However, this solution would be very expensive. Database resources tend to be expensive, and if you need a separate database for each tenant, the cost grows very quickly. In addition to cost, scalability suffers because scaling might potentially need to occur at more than one – or all – of the databases at once. Such management overhead would be unwieldy. Imagine that a particular SaaS application has millions of users. You would need millions of databases in this scheme!
C. Single-Tenant Application with Multi-Tenant Database
If we flip the approach around and provide each customer with its own application but sharing a database, app isolation would help with security, and going back to a single (or few) databases reigns in cost. Scalability is also improved because we are only using a single database.
However, we are back to the original key problem with having a single database – no isolation. A coding error or security breach could easily expose one user’s data to others.
D. Single-Tenant Application with Single-Tenant Database
In this design, each customer gets its own application and database. Not only are all requirements met, but this solution provides maximum isolation for security and isolation. Unfortunately, scalability is challenging, as in other single tenant solutions. Worst of all, the cost would be greater in this model than in any of the other models!
E. Single-Tenant Application with Pooled Single-Tenant Database (EDP)
Now let’s examine using the previous solution with one modification: instead of using a separate actual database per user, we use a separate logical database per user. Those logical databases are grouped into one or more elastic database pools. These pools are groupings of databases that allow loads across all the databases to be averaged out.

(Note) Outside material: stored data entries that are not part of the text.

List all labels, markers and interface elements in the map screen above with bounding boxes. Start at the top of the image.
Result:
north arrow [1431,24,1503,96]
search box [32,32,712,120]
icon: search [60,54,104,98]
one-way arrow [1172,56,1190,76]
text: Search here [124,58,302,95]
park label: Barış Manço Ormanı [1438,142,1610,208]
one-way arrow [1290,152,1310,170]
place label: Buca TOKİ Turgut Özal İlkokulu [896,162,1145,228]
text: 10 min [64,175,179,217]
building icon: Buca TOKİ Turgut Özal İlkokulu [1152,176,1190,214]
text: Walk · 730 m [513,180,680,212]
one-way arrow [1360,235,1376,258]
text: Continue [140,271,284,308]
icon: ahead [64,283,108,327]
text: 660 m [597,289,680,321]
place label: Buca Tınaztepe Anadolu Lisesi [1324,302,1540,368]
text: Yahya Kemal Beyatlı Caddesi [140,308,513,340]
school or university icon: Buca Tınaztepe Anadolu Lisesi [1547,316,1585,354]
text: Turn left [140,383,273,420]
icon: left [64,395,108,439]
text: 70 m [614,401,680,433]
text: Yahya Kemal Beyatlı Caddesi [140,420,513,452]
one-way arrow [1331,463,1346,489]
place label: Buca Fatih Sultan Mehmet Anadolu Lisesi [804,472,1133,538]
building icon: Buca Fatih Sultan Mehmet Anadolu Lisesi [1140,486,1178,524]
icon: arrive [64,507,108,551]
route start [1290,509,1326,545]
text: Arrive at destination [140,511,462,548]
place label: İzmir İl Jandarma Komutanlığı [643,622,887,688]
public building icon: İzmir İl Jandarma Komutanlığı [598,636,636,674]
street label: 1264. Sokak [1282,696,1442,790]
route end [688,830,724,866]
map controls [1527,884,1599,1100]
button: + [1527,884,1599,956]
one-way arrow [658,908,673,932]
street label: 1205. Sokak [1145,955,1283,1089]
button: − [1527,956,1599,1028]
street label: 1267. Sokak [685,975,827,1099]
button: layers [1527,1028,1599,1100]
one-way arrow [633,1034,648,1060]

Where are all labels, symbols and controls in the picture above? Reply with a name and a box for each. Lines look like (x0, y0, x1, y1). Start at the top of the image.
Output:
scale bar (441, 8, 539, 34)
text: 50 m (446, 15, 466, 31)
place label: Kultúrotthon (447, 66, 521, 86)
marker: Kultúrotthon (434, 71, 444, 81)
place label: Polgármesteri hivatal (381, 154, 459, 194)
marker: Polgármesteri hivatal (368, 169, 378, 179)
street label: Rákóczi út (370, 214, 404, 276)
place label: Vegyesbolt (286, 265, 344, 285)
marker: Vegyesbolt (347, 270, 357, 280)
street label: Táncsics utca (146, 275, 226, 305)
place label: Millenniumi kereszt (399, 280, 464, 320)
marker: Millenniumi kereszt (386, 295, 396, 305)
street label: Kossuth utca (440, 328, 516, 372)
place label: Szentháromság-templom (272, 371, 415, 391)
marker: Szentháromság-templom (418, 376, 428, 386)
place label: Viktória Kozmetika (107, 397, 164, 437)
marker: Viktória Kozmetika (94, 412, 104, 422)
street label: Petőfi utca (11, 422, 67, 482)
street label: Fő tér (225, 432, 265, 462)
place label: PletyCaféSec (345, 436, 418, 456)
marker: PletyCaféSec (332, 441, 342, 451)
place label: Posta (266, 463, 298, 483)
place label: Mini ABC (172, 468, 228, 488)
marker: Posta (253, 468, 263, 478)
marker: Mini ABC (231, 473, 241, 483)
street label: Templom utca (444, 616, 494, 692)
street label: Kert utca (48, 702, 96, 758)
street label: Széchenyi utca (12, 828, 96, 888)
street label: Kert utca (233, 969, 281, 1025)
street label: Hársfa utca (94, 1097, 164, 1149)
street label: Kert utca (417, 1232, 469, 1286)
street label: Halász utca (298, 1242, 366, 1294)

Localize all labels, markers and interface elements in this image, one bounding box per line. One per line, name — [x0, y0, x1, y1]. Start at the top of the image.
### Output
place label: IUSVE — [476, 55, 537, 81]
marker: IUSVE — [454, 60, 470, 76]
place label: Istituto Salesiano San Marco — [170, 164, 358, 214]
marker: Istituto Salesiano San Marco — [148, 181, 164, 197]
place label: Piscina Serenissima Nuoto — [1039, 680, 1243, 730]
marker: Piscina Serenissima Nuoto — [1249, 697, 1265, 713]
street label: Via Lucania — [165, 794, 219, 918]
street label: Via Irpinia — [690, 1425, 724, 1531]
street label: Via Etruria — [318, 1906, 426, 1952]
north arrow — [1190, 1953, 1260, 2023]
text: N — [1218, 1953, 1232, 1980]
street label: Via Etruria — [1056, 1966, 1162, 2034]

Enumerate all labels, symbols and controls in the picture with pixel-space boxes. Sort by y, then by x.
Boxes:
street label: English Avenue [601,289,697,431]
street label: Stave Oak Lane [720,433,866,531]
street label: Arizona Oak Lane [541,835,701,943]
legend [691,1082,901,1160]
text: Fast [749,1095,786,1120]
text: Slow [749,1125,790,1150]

Because the databases are still separated, all of the requirements we have discussed are met in this scenario. However, because they are billed and managed as a block, cost is far lower, and management is far easier.
II. Microsoft Azure Cloud Services
The origins of cloud computing date back to the 1960s. One of the first cases of a shared resource network comes from an IBM computer scientist, Bob Bemer, who designed a program that re-provisioned time that was not being used while other computer scientists and processors were waiting for an I/O and allocated it to users who needed it more urgently. This allowed multiple people to use the systems at the same time while also driving efficiency in lowering the average time needed per user. This time-sharing software eventually led to mainframe, transaction, and grid computing systems as the key resource categories for programmers to share. Azure is the overarching brand name for the cloud-computing service offered by Microsoft, which is one of the market leaders for this type of service along with Amazon’s AWS and Google’s GCC. Azure is an ever-expanding toolbox of various cloud computing services. Azure gives the freedom to build, manage, and deploy applications on a massive, global network using a selection tools and frameworks.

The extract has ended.